I, like many other poets out there, make my living by teaching freshman composition, and I must say that Kent Johnson’s appeal for anonymity in reviewing is just a variation of a condition I try to school out of my students: the fear of the audience and its response to a writer’s opinions. After all, most poetry criticism seems to be written for the poet whose book is being reviewed and not for a broader readership who might be interested in how the book reflects larger conversations.
Ideally, poetry criticism—defined not by “outside” reviewers but by the productive back-and-forth of working poets—encourages us to be more reflective about what we’re doing, and why we’re doing it. These days, a little introspection and critique seems appropriate. After all, poets continue to be in a produce-produce- produce mode (four ballrooms filled with poetry books at the Chicago AWP!), as if we are somehow immune to the larger economics of production, and to the serious issues of recycling and landfills (if no one reads our poetry books, where do you think they’ll end up?)
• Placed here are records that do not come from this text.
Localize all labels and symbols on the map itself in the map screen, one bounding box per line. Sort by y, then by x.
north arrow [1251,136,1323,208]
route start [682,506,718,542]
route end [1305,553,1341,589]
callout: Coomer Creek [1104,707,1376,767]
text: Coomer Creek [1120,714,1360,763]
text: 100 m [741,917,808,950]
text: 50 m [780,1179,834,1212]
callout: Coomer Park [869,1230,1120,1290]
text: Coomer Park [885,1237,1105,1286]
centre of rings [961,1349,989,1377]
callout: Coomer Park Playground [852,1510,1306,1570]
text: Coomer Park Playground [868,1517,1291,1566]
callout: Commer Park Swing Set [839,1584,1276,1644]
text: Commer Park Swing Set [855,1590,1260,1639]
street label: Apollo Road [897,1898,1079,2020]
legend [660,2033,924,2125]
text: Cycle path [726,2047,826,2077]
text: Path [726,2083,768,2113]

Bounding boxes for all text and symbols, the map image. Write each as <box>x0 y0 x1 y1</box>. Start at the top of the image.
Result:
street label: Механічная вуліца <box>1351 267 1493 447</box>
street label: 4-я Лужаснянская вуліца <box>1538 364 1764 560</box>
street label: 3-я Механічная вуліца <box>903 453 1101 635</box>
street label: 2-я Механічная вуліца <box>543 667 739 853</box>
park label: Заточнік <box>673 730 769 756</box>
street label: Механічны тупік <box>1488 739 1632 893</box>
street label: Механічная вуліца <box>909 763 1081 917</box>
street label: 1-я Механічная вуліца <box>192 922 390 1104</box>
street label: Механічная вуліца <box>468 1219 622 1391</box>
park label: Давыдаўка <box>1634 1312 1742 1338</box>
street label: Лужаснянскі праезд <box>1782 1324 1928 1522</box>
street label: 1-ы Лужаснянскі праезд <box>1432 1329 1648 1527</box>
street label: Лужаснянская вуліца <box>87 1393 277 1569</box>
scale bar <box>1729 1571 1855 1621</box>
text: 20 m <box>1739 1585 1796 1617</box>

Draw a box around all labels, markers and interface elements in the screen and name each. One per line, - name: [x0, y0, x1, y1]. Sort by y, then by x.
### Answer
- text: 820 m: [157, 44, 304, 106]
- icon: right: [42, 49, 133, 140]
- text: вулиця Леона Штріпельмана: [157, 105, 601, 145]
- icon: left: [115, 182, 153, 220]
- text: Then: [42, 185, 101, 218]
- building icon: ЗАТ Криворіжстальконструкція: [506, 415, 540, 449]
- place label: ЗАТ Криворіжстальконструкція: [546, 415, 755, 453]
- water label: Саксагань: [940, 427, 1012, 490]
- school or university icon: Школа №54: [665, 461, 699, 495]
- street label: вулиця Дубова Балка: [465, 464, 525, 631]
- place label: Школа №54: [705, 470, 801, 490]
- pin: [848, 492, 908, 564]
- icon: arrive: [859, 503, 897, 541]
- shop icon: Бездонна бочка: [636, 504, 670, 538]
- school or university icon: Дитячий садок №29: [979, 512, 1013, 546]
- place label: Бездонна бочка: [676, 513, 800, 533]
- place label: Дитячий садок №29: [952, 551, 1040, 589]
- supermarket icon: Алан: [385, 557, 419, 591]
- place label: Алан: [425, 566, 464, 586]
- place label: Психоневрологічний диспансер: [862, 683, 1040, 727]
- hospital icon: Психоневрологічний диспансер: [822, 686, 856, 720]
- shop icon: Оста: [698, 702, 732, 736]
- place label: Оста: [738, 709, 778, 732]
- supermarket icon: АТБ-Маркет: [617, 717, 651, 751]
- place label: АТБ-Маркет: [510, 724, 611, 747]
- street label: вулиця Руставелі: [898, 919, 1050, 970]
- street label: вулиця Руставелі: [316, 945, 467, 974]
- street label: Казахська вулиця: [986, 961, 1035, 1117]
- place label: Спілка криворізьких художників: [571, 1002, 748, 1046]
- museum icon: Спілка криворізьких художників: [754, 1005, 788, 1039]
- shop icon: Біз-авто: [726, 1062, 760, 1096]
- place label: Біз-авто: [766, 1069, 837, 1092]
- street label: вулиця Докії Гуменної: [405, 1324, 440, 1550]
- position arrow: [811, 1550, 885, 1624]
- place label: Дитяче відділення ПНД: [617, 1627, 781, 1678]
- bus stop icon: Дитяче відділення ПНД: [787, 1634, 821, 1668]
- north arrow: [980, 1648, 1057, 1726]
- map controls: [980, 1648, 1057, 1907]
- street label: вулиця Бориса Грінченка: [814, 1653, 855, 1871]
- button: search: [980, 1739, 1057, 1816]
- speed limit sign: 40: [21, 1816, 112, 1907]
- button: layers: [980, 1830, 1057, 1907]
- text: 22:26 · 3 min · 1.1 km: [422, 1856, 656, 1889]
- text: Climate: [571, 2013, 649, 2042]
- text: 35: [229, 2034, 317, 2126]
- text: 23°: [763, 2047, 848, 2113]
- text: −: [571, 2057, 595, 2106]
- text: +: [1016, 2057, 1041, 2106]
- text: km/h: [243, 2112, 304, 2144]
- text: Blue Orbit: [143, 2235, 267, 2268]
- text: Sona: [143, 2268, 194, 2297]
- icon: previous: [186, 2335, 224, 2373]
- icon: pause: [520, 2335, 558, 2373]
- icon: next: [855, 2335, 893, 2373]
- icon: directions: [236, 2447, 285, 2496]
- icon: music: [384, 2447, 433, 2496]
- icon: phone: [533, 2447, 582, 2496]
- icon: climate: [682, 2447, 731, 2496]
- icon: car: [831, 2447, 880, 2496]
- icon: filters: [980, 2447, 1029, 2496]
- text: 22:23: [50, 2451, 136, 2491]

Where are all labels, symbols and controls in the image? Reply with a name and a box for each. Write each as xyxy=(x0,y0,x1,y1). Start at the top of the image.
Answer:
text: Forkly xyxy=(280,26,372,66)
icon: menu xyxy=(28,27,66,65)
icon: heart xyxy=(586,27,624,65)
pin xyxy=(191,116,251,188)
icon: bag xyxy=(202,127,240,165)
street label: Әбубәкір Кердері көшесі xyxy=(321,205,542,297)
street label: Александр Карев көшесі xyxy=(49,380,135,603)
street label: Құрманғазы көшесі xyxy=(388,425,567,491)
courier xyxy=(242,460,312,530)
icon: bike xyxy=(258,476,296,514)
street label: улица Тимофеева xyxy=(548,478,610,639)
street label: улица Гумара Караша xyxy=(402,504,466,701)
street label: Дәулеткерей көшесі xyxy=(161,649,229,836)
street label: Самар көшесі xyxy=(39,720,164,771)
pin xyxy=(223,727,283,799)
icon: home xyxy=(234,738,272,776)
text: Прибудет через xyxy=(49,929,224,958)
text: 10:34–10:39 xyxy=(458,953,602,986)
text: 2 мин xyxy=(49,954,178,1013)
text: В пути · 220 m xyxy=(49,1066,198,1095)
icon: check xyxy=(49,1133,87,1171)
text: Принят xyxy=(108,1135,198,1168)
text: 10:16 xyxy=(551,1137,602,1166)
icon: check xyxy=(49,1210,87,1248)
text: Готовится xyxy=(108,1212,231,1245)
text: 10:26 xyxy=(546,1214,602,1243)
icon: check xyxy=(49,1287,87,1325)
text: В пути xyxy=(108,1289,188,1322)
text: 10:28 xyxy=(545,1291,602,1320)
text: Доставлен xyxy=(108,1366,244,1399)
I enjoyed reading Jason Guriel’s review, which triggered this debate, and, like Susan Gubernat (one of only four women, incidentally, who posted a response to the original thread), would happily use it in a classroom to provoke students to talk about their reliance on hasty abstractions, and to encourage them to ponder their purpose in producing poems. I say: let’s stop worrying about the ideal reviewer (well, we might as well keep dreaming) and instead commit ourselves to refining the genre of poetry criticism for what it is: poets, engaged with their art, absorbed by reading poetry, reflecting on their reading practice and, hopefully, the state of the art in general.